Raw data.

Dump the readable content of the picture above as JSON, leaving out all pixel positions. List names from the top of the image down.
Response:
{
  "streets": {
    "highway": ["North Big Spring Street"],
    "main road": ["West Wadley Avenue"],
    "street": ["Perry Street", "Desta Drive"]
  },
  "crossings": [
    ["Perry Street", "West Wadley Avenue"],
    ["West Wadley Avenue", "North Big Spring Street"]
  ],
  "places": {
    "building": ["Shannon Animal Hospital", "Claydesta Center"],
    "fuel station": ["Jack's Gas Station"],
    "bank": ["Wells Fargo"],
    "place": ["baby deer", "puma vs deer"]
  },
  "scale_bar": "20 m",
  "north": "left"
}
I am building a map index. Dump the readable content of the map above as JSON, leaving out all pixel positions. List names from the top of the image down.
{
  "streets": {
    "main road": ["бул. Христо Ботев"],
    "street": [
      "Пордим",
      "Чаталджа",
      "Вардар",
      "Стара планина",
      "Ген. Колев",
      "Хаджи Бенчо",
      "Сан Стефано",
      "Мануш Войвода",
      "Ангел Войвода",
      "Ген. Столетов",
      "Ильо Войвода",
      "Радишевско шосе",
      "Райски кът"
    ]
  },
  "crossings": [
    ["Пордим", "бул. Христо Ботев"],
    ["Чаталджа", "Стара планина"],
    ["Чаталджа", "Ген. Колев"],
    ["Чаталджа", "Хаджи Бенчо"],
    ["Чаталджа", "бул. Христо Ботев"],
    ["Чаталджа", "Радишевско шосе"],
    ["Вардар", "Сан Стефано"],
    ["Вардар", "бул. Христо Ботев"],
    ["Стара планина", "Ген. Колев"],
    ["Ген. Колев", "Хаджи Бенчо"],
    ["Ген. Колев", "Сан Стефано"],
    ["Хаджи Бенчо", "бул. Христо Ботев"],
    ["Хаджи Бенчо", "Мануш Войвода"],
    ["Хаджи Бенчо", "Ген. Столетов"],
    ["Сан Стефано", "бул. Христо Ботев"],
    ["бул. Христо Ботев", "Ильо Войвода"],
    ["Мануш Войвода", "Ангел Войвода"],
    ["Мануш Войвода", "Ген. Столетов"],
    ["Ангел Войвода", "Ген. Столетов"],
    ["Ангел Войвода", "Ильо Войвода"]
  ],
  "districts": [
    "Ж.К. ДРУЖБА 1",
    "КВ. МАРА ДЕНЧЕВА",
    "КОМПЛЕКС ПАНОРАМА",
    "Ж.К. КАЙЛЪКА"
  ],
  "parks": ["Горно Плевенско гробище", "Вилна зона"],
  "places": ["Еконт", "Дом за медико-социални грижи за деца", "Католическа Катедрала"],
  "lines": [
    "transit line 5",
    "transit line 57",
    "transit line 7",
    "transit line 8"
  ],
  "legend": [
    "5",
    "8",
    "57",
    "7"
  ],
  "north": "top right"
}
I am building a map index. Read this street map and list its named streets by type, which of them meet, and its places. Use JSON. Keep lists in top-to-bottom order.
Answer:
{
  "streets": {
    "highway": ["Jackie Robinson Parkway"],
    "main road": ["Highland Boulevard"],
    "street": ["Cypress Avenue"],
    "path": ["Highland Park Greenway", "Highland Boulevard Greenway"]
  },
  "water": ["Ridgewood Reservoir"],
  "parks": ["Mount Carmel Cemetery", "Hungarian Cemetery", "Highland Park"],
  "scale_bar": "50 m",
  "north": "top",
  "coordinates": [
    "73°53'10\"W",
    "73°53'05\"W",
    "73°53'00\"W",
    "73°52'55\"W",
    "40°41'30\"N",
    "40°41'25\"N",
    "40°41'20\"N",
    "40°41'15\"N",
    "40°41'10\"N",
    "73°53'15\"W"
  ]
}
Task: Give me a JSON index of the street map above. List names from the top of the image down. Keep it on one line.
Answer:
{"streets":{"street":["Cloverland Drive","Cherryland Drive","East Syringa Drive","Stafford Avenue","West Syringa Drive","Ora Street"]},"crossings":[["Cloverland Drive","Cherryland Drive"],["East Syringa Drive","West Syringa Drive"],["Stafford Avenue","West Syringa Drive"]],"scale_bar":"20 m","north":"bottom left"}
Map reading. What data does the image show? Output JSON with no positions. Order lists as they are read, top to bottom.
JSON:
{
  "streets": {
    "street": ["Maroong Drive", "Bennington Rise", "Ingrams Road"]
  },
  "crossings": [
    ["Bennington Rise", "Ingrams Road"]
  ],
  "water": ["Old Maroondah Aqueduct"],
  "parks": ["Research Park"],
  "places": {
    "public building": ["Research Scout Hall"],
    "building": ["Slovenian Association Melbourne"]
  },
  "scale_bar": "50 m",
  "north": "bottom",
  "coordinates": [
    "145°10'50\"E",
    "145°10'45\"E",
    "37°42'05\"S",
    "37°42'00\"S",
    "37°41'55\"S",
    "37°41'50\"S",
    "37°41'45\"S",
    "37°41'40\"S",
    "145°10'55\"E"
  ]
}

What is needed.
Copy each line exactly, from the line containing "Map reading. What" down to the last line of the material, and no other lines.

Exercise answer.
Map reading. What data does the image show? Output JSON with no positions. Order lists as they are read, top to bottom.
JSON:
{
  "streets": {
    "street": ["Maroong Drive", "Bennington Rise", "Ingrams Road"]
  },
  "crossings": [
    ["Bennington Rise", "Ingrams Road"]
  ],
  "water": ["Old Maroondah Aqueduct"],
  "parks": ["Research Park"],
  "places": {
    "public building": ["Research Scout Hall"],
    "building": ["Slovenian Association Melbourne"]
  },
  "scale_bar": "50 m",
  "north": "bottom",
  "coordinates": [
    "145°10'50\"E",
    "145°10'45\"E",
    "37°42'05\"S",
    "37°42'00\"S",
    "37°41'55\"S",
    "37°41'50\"S",
    "37°41'45\"S",
    "37°41'40\"S",
    "145°10'55\"E"
  ]
}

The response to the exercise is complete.